*** Block opens ***
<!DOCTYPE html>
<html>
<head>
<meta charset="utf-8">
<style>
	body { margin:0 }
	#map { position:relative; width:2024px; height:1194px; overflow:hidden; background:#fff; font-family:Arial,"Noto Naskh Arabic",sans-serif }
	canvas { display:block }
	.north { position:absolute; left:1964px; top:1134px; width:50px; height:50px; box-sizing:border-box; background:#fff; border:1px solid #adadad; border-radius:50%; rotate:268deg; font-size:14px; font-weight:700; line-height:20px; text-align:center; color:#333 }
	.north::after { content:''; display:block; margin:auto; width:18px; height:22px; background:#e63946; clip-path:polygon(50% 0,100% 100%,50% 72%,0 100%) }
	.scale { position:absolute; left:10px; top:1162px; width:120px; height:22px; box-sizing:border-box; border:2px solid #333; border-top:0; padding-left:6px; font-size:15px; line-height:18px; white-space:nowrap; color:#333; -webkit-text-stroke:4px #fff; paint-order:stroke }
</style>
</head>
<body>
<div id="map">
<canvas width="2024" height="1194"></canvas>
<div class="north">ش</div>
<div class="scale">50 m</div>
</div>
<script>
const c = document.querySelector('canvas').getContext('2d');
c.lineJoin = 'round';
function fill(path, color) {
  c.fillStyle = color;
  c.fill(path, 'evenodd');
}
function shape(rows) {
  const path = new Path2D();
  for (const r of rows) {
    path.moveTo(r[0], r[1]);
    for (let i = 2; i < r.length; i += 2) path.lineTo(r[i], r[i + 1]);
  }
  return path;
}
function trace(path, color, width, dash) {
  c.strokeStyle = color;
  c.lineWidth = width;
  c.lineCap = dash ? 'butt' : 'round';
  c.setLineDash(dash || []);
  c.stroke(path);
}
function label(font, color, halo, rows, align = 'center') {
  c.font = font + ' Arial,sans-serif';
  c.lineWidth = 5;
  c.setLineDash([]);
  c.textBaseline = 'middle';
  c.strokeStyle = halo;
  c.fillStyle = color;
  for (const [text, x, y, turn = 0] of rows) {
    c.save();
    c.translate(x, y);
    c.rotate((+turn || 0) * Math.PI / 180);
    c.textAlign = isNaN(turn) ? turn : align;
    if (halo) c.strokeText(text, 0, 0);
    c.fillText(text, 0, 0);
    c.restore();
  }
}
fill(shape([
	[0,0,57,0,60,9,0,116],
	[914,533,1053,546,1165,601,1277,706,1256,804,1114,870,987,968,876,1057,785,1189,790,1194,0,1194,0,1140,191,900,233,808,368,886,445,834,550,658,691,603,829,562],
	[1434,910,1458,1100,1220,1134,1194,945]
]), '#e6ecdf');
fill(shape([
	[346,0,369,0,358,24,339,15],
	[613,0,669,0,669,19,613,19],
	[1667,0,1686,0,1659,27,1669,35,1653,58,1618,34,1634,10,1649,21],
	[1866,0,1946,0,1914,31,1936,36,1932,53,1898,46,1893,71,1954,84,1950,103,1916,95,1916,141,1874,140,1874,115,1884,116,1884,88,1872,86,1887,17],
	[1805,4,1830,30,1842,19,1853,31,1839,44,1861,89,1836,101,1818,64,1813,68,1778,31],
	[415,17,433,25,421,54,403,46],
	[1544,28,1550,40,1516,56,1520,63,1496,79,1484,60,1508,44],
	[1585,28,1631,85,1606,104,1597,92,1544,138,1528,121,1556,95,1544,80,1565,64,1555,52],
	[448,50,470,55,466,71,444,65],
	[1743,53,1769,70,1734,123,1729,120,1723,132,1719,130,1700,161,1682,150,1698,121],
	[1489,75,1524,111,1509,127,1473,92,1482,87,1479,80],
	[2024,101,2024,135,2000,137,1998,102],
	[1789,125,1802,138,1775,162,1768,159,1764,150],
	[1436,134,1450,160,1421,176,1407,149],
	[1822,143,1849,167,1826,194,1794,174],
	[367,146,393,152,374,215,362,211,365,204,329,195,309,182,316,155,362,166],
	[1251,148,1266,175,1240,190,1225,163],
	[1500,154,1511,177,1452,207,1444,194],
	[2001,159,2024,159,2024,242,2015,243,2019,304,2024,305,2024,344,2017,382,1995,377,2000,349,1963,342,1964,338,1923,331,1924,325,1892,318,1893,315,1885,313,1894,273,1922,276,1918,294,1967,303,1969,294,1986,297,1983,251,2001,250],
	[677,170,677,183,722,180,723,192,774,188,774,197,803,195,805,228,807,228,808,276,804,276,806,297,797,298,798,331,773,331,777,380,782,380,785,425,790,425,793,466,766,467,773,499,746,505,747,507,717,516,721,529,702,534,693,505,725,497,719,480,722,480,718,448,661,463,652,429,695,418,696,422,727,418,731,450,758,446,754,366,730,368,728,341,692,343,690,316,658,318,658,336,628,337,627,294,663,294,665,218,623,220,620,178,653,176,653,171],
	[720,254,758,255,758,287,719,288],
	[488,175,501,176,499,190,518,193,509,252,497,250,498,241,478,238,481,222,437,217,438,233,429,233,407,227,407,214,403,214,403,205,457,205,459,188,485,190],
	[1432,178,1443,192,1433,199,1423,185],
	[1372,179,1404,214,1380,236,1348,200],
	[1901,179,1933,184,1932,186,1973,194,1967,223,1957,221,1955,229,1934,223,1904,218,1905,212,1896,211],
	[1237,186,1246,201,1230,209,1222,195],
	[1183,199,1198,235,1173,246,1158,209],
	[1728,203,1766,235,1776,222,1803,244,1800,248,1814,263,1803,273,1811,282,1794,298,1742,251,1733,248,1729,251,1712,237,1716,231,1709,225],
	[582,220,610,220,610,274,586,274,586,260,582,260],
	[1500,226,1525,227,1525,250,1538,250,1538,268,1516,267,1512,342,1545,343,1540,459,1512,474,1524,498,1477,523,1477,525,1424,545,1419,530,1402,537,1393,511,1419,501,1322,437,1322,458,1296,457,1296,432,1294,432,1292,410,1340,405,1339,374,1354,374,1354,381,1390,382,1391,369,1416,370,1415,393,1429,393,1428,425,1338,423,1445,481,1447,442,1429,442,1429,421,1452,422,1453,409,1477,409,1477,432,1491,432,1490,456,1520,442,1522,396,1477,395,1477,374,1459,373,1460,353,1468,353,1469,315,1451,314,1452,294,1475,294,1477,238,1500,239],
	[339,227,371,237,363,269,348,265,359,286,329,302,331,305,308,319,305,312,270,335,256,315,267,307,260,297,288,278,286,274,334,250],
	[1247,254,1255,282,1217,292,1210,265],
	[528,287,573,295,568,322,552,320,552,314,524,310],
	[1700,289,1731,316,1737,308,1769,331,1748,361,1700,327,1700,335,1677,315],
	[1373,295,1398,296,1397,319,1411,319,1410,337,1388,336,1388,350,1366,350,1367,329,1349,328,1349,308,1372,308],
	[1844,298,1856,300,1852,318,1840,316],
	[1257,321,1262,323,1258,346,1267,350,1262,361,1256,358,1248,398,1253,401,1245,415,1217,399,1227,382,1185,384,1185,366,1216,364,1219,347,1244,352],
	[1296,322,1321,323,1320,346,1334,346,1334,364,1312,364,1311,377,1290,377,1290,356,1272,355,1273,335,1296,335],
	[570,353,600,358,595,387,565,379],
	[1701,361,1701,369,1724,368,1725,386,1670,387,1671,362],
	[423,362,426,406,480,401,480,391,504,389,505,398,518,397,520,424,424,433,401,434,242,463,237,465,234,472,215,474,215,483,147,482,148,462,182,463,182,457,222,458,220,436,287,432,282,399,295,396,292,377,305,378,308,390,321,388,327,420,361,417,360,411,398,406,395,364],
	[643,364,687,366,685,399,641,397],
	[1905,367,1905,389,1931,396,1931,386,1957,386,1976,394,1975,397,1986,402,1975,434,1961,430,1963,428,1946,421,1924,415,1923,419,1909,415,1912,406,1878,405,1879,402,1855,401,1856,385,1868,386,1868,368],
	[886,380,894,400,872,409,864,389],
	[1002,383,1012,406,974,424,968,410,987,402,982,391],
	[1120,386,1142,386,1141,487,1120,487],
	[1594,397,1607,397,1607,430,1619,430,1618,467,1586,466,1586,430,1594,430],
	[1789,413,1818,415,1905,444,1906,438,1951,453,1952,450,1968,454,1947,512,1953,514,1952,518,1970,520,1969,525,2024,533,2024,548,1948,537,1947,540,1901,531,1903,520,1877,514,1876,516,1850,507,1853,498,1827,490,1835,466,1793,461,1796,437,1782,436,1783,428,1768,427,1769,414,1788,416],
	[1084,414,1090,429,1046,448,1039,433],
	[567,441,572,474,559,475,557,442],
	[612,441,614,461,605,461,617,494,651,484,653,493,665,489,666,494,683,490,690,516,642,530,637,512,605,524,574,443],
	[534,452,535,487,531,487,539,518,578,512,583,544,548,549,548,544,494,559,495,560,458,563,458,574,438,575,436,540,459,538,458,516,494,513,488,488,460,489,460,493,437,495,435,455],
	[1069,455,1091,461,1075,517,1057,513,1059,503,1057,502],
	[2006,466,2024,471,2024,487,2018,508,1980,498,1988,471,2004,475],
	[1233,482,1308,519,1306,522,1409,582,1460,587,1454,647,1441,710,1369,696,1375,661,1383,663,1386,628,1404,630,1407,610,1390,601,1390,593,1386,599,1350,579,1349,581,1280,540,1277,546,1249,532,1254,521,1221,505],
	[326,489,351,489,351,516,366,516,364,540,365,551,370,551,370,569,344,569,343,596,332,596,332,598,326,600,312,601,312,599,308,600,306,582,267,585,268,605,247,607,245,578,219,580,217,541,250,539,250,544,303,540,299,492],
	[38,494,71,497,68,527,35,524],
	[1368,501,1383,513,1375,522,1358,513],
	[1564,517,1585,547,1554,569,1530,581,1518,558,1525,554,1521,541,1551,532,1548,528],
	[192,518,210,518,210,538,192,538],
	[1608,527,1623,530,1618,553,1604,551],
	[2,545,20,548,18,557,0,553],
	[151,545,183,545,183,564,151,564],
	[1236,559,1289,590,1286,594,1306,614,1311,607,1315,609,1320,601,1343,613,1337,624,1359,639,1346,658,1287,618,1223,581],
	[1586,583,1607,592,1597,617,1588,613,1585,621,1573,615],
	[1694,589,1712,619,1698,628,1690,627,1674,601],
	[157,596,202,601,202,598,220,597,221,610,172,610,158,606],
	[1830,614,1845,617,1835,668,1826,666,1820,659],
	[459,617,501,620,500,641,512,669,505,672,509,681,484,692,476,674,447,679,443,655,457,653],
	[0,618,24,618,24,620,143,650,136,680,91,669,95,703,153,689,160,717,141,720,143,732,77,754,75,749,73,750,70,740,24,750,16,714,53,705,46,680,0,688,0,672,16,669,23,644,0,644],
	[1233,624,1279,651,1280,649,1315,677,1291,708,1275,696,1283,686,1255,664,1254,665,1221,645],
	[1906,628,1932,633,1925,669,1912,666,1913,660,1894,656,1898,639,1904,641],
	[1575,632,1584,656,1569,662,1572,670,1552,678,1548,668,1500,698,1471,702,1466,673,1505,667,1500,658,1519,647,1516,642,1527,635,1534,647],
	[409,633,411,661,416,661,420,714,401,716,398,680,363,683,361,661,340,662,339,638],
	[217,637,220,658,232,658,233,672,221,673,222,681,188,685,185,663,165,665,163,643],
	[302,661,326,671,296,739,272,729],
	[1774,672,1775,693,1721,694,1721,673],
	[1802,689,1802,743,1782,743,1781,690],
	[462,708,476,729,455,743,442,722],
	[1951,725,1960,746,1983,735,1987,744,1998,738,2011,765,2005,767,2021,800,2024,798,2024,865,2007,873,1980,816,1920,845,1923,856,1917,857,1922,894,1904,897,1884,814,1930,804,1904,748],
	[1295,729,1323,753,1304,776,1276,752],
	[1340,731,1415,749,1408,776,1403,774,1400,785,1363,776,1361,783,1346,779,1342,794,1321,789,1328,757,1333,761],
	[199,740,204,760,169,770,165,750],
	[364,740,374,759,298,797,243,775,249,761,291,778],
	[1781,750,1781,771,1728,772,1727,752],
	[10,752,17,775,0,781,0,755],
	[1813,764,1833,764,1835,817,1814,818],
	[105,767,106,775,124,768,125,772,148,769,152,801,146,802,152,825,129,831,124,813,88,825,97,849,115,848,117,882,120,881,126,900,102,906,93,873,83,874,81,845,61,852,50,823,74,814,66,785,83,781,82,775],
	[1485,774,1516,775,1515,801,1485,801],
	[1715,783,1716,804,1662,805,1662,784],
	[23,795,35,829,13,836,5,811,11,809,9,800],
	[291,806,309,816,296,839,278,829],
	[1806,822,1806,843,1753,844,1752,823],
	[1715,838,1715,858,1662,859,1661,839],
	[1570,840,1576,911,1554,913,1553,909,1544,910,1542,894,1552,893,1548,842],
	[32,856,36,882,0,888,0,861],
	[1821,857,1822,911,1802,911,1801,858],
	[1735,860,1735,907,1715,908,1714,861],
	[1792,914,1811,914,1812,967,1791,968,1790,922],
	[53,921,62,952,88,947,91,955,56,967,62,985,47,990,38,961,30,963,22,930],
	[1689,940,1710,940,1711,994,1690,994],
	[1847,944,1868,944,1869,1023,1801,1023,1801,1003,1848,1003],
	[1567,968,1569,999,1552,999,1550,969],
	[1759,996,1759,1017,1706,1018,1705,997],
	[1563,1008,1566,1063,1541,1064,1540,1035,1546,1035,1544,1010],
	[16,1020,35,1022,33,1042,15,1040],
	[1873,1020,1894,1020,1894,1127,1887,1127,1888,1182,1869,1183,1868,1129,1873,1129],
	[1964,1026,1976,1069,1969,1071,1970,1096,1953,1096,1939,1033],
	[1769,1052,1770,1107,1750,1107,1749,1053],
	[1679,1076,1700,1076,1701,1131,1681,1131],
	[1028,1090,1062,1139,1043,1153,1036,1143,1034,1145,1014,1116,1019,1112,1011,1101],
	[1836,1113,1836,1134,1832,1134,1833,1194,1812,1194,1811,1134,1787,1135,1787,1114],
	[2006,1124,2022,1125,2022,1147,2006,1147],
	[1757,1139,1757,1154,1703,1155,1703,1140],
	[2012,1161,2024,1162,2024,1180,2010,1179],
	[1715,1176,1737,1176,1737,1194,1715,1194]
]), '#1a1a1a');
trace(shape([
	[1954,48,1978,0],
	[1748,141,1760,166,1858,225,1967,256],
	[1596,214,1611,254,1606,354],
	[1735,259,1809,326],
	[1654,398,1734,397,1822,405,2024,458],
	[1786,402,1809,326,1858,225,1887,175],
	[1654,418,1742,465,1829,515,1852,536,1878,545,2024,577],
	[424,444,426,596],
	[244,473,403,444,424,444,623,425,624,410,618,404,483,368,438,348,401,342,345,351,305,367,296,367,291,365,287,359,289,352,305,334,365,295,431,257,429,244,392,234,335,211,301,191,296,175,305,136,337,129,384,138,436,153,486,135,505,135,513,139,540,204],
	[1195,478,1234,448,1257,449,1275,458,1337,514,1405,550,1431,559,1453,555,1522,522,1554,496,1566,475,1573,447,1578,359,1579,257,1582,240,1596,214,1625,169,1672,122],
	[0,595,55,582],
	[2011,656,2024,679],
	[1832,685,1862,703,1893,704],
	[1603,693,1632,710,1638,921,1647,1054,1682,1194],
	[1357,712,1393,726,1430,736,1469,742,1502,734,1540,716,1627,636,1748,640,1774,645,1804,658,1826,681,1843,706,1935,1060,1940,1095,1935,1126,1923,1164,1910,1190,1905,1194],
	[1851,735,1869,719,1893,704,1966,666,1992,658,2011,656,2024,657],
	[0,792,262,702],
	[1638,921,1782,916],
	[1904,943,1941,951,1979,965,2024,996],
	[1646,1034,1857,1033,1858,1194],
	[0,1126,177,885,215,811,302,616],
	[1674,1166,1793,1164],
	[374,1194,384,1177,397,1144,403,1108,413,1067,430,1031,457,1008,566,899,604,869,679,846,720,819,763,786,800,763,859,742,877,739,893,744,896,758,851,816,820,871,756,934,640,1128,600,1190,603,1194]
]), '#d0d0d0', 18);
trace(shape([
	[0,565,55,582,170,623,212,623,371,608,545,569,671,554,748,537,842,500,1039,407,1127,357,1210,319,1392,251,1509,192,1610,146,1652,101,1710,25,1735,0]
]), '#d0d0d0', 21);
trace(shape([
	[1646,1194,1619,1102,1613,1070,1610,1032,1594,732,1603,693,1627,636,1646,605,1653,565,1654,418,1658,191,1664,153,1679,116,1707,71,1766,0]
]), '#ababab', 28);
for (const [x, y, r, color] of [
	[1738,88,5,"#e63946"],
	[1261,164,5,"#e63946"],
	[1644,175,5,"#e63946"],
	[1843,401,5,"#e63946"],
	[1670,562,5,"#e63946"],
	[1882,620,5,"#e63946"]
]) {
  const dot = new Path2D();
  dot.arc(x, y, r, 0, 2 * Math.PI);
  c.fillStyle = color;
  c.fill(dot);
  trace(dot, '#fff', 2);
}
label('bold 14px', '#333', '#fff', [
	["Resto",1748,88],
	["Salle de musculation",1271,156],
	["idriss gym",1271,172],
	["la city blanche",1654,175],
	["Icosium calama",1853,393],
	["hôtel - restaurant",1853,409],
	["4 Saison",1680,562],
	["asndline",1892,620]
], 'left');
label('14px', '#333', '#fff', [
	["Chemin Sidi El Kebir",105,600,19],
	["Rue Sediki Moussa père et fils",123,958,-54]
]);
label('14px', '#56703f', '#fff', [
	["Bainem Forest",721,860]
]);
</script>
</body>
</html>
*** Block closes ***
§ **TASK**
If a line in the entries above has the word "Math", copy it.

§ **ANSWER BOX**
    c.rotate((+turn || 0) * Math.PI / 180);
  dot.arc(x, y, r, 0, 2 * Math.PI);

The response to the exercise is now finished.